Berlin museums ready to return skulls from African ex-colony
BERLIN (AP) — The Berlin museum authority said Wednesday that it was ready to return hundreds of human skulls from the former German colony of East Africa after having researched their origin for several years.
During their research at the city’s Museum of Prehistory and Early History, scientists examined 1,135 skulls. Of those, 904 could be assigned to areas in present-day Rwanda; 202 to Tanzania; and 22 to Kenya. In the case of a further seven skulls, a more precise assignment was not possible.
German East Africa was a German colony which included present-day Burundi, Rwanda, parts of Tanzania, and a small region of Mozambique.
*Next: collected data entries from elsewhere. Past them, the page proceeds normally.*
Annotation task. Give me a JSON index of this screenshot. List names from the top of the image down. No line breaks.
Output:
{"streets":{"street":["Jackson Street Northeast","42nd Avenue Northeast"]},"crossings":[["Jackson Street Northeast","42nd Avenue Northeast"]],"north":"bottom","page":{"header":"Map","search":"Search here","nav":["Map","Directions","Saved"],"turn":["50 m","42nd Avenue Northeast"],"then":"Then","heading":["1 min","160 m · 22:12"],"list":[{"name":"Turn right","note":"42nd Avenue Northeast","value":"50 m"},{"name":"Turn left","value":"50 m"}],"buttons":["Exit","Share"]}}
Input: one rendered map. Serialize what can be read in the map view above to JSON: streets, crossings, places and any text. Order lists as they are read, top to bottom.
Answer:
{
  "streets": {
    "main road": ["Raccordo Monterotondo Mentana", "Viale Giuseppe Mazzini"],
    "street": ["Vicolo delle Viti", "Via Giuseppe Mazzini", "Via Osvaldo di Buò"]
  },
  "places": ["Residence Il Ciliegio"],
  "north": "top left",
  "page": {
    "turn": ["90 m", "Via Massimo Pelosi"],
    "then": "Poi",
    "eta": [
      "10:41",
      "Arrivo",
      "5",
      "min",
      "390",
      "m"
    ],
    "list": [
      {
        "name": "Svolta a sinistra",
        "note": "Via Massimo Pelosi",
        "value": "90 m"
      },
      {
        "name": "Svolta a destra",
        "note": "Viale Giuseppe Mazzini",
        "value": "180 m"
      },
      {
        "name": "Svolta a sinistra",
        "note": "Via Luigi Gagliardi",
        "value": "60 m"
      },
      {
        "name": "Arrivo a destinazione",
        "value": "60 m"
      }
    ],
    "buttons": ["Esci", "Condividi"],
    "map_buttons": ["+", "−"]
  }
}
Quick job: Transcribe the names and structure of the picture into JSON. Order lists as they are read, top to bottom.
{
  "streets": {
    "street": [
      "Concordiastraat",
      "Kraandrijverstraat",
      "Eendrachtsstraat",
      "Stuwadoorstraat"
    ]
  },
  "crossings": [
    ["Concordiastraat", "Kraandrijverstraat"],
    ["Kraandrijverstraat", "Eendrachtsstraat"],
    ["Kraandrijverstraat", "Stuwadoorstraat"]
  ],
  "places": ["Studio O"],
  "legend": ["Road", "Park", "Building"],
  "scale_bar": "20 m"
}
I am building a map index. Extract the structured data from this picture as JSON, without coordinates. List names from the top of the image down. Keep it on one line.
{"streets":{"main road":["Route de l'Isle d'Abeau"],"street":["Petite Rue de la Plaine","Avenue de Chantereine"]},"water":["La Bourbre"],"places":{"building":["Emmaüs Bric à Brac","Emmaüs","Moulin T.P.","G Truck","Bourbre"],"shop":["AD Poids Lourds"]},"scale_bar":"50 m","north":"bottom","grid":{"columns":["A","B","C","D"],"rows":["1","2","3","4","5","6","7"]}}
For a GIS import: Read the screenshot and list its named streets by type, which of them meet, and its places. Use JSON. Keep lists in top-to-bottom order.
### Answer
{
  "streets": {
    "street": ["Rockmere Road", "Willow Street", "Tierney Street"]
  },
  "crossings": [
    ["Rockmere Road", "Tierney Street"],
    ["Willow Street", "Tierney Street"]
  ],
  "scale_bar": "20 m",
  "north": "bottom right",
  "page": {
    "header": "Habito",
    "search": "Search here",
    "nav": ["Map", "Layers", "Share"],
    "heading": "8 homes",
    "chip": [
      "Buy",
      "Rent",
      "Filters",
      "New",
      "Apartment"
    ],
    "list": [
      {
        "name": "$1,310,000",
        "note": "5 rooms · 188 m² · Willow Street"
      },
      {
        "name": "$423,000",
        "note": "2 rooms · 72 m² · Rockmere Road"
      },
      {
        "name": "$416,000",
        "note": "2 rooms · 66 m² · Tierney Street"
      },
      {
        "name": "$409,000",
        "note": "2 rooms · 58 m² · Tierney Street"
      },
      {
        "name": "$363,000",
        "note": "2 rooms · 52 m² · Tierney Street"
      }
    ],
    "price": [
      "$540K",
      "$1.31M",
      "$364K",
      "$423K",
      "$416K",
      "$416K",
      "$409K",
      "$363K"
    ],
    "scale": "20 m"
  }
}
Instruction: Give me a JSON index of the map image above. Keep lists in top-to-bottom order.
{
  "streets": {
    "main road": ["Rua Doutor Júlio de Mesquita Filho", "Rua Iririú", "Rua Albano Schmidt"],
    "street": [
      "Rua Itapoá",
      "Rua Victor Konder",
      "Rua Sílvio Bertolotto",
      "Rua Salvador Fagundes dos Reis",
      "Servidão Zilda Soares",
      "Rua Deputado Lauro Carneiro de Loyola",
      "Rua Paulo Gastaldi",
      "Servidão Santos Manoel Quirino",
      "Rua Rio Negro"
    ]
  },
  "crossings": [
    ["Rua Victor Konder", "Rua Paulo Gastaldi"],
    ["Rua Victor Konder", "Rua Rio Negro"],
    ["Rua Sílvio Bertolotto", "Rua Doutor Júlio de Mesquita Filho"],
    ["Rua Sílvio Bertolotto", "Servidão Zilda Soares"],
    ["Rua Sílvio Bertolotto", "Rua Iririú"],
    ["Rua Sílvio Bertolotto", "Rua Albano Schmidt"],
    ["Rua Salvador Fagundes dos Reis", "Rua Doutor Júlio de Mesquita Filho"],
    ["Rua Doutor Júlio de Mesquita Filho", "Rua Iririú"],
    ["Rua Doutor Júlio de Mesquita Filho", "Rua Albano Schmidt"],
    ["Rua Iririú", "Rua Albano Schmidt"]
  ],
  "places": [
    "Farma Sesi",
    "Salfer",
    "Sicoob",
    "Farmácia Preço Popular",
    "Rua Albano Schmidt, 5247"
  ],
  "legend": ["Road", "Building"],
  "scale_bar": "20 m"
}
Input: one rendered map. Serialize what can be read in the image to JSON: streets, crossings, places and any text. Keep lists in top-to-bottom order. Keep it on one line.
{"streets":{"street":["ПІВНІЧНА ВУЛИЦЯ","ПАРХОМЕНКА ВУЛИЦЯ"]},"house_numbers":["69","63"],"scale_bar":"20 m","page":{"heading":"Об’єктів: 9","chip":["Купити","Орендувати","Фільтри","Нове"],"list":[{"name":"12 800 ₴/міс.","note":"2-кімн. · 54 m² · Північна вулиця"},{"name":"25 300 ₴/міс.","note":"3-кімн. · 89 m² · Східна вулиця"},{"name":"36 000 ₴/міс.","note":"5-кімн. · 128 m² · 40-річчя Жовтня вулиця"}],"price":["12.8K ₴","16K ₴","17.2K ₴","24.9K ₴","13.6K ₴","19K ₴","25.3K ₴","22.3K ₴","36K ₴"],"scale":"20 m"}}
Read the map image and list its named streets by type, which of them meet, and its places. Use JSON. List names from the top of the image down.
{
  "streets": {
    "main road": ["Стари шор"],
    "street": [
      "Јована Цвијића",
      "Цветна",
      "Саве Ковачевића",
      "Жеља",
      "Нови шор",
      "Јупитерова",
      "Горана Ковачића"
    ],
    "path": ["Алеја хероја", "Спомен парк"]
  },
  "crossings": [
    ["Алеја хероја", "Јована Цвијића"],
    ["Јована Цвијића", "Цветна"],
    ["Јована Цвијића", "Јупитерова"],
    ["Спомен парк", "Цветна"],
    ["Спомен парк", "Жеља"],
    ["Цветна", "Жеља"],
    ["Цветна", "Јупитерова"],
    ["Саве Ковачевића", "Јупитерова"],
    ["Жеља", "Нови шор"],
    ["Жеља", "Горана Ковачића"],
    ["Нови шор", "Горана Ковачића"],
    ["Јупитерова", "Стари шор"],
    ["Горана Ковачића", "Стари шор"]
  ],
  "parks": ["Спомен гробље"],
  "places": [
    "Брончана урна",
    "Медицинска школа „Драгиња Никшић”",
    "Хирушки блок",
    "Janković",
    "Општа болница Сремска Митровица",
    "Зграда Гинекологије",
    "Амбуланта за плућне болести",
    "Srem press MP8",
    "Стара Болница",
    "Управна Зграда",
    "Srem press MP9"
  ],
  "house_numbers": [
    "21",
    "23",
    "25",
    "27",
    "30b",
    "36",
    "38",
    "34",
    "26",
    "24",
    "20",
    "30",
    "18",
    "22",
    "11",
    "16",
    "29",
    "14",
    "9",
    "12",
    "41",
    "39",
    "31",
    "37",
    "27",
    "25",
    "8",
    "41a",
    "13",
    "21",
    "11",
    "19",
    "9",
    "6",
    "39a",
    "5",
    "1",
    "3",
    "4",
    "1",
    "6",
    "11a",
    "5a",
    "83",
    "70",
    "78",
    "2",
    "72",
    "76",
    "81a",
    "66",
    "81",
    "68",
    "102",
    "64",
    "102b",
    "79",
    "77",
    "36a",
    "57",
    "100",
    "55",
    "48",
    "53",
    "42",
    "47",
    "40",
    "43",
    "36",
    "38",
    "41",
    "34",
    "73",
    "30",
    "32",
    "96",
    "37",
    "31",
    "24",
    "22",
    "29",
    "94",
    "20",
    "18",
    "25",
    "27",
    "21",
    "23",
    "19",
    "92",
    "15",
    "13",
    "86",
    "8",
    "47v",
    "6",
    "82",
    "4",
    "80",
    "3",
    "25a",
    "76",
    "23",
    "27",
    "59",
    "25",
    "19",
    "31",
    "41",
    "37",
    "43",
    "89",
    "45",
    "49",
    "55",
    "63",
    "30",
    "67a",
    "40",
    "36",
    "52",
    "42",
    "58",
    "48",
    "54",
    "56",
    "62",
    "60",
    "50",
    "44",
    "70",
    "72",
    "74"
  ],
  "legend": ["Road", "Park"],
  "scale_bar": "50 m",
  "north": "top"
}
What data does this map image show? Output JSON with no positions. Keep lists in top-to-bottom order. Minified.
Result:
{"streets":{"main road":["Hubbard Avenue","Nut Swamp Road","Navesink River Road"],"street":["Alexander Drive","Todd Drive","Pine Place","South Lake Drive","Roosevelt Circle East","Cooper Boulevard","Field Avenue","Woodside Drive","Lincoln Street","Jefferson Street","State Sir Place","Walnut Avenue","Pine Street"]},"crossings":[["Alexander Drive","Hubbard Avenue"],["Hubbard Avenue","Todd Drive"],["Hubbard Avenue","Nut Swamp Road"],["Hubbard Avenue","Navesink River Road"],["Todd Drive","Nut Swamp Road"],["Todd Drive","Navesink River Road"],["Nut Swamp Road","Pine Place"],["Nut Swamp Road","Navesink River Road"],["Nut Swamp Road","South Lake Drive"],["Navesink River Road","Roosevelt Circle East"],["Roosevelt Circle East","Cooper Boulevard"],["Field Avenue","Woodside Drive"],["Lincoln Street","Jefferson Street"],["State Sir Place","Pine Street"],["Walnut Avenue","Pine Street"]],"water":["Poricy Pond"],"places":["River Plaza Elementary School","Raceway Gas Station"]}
Kenya was a British colony.
“The clear objective of provenance research on human remains is to restitute them to the countries concerned,” said Hermann Parzinger, the president of the Prussian Cultural Heritage Foundation, an authority that oversees many of Berlin’s museums, including the Museum of Prehistory and Early History.
“We are ready for immediate restitution and are now waiting for signals from the countries of origin,” he added.
The vast majority of the skulls originate from burial sites, especially cemeteries or burial caves, but partly also from local execution sites and in some cases also from executions by Germans, according to a statement by the Prussian Cultural Heritage Foundation.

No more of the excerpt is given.